====== DATA EXTRACTS ======
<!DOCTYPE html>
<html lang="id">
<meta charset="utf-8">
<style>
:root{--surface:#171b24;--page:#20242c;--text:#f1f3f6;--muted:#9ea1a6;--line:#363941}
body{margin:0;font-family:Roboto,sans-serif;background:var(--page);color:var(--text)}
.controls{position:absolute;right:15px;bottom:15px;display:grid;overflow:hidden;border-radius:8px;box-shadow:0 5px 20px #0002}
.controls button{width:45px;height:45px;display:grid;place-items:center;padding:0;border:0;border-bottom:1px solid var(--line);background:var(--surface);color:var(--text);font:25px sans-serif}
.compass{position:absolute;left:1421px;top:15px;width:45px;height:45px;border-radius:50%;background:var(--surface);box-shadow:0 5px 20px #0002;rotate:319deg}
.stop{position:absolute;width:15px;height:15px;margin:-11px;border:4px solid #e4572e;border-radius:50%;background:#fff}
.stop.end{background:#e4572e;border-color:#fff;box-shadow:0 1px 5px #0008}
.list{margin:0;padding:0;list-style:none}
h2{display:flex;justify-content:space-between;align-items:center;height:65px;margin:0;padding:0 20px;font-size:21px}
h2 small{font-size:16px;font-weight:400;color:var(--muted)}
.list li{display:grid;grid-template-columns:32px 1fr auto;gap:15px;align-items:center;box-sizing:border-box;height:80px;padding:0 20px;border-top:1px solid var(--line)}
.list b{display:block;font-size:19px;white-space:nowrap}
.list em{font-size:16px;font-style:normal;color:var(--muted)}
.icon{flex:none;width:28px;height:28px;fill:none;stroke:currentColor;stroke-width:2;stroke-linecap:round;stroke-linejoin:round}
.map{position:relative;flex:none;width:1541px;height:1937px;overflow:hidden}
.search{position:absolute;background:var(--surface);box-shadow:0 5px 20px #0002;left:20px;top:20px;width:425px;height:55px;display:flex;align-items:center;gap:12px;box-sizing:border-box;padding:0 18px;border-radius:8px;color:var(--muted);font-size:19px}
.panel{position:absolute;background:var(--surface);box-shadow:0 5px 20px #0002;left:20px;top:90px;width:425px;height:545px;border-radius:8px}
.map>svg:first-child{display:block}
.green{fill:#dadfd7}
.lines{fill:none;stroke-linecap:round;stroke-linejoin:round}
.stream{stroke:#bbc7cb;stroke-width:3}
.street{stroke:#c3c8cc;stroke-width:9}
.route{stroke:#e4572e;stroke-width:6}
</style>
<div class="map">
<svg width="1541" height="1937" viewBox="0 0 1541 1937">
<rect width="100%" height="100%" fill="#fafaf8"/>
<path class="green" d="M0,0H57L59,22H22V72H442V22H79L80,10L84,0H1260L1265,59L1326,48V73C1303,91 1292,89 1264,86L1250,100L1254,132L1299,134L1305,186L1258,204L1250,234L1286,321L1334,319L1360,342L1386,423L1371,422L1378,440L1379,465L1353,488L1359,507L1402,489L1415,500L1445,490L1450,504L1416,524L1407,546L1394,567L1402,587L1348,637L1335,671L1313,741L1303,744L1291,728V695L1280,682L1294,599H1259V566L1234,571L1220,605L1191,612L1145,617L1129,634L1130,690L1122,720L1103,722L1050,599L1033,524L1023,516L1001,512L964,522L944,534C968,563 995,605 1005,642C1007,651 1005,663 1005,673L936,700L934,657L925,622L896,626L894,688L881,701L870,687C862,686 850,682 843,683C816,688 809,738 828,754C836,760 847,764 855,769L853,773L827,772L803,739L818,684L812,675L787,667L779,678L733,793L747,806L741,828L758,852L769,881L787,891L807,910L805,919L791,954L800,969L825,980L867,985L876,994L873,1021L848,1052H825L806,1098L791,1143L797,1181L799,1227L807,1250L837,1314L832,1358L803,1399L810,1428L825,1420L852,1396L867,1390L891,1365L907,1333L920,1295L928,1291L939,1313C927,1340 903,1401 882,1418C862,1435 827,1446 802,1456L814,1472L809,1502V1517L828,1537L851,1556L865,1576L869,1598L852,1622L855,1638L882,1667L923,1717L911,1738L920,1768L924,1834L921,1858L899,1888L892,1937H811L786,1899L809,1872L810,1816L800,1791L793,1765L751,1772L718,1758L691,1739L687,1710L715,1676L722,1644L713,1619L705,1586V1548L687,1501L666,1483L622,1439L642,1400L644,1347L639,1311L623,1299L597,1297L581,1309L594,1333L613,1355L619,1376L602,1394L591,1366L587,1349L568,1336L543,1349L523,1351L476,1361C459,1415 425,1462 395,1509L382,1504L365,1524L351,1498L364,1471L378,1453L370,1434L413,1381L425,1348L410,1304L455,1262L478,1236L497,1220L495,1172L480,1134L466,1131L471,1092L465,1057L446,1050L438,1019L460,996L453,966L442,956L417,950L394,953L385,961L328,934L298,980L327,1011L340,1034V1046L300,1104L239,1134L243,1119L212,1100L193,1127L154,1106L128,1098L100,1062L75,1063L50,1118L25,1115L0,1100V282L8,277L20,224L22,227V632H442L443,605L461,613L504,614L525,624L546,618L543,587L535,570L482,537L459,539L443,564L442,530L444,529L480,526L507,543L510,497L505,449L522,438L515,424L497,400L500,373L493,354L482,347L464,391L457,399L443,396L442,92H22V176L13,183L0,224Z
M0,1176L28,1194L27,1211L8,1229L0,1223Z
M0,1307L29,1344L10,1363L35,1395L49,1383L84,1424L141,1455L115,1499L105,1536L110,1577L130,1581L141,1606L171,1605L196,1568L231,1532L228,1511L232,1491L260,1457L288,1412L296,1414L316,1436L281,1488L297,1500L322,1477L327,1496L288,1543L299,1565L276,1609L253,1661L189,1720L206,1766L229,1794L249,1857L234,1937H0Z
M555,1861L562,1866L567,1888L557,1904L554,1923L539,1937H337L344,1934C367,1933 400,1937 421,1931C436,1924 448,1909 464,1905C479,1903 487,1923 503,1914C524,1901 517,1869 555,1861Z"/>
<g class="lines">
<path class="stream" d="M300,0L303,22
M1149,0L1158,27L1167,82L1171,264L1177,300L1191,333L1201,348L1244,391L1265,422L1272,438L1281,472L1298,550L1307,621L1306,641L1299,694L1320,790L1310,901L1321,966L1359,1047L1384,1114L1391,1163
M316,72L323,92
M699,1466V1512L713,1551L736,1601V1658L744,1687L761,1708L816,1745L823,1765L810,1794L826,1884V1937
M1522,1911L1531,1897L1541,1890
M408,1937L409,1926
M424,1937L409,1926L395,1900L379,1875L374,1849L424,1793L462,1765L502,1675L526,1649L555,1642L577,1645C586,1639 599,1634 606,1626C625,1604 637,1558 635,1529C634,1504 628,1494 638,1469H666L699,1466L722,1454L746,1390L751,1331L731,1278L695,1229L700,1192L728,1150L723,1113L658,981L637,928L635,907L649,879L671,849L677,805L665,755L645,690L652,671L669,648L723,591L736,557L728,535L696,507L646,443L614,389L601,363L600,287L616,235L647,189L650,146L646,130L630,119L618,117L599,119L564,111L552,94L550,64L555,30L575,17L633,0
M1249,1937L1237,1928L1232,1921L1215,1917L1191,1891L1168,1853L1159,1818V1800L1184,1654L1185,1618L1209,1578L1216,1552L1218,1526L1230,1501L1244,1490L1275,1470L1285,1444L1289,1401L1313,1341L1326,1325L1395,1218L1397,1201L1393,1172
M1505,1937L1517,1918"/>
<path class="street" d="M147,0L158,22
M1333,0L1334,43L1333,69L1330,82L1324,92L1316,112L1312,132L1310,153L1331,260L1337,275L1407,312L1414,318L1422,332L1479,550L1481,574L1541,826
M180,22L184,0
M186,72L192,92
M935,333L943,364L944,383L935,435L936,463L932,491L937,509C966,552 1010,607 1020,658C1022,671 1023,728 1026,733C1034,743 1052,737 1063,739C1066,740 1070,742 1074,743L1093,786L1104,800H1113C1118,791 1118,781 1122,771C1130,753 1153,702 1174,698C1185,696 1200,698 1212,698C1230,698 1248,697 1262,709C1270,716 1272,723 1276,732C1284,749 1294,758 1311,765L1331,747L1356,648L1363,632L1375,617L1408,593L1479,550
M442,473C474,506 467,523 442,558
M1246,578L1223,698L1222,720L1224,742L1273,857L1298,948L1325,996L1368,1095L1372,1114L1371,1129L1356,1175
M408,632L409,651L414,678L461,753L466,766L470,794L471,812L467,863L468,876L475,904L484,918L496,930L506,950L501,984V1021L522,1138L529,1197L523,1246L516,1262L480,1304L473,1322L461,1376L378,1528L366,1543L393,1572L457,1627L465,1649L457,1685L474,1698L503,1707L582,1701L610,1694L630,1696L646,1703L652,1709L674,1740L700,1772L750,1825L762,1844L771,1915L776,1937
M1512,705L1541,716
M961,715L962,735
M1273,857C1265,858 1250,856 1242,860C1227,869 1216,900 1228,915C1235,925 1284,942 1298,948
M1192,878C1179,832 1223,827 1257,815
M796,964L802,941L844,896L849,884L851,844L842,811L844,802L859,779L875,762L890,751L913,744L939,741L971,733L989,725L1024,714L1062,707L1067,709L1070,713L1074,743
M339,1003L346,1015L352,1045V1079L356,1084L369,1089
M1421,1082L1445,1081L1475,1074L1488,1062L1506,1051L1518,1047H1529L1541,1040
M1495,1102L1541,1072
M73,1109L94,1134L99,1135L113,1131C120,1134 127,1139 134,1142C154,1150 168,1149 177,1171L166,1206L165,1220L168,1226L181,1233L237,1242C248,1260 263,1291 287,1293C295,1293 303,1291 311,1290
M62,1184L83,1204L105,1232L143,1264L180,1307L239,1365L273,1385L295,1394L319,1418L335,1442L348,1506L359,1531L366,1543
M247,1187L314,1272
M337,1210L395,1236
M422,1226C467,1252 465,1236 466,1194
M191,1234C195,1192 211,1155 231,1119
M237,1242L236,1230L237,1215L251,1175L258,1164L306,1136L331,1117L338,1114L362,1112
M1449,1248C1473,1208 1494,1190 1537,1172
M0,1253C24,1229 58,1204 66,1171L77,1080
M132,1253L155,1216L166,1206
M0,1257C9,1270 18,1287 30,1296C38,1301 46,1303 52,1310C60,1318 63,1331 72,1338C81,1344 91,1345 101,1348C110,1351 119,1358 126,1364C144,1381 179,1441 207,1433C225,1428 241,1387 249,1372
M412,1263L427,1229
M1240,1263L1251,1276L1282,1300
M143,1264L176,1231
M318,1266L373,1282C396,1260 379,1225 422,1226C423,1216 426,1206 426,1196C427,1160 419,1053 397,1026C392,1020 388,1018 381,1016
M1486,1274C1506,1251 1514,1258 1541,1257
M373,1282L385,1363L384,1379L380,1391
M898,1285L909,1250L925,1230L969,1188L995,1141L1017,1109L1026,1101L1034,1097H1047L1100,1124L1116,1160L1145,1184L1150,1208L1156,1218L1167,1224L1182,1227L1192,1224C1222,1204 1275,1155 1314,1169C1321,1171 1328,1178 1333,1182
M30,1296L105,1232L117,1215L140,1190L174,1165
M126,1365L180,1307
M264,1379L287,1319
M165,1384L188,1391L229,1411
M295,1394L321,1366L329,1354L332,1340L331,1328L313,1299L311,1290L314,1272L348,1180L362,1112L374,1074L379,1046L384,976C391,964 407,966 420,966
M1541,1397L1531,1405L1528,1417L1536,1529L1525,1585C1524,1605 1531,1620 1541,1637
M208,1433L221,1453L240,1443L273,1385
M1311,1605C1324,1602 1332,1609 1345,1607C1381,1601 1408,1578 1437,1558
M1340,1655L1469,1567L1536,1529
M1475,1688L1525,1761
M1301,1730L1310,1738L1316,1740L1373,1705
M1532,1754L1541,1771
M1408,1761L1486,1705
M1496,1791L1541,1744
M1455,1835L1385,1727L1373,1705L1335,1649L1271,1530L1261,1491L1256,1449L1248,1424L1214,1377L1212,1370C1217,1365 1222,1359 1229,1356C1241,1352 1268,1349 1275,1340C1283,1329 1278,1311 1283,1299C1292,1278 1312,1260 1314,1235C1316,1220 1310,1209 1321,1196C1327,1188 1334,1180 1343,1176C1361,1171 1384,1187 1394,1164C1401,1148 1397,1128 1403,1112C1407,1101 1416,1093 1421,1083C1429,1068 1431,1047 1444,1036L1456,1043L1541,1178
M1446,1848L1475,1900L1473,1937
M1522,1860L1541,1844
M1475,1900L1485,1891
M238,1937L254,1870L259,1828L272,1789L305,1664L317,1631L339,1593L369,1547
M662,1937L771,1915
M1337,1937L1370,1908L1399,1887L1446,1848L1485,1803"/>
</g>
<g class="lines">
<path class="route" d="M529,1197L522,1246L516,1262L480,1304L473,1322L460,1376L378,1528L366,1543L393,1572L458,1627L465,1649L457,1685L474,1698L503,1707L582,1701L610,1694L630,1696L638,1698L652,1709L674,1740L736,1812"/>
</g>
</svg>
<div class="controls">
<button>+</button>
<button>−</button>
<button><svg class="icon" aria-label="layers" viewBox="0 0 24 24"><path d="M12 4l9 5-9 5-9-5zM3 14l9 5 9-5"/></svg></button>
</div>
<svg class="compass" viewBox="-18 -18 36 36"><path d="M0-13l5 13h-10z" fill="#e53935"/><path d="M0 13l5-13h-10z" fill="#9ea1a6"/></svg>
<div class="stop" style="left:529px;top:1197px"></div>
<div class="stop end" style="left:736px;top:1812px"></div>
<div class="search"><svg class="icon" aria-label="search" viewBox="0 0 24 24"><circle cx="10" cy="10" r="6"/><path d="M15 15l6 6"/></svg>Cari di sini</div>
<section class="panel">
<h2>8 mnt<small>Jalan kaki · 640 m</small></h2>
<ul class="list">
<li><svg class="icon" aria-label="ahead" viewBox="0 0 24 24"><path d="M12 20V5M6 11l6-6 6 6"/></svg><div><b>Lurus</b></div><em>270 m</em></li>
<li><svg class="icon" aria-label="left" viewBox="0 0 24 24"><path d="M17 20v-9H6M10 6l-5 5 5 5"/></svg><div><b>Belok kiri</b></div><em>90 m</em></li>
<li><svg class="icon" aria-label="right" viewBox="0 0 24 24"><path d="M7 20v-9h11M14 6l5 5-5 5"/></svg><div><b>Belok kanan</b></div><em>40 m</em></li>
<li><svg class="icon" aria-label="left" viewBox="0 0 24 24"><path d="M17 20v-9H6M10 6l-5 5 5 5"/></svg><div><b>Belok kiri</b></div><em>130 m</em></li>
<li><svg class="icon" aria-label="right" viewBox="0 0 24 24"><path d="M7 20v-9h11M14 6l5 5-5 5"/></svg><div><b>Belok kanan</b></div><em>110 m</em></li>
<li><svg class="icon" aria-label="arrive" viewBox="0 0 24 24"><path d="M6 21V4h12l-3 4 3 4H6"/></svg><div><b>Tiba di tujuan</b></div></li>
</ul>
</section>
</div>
======
*EXERCISE OBJECTIVE*.
Once you have read through the entries above, state how many lines hold the word "list", giving nothing but the number.

*SOLUTION TO THE EXERCISE*.
5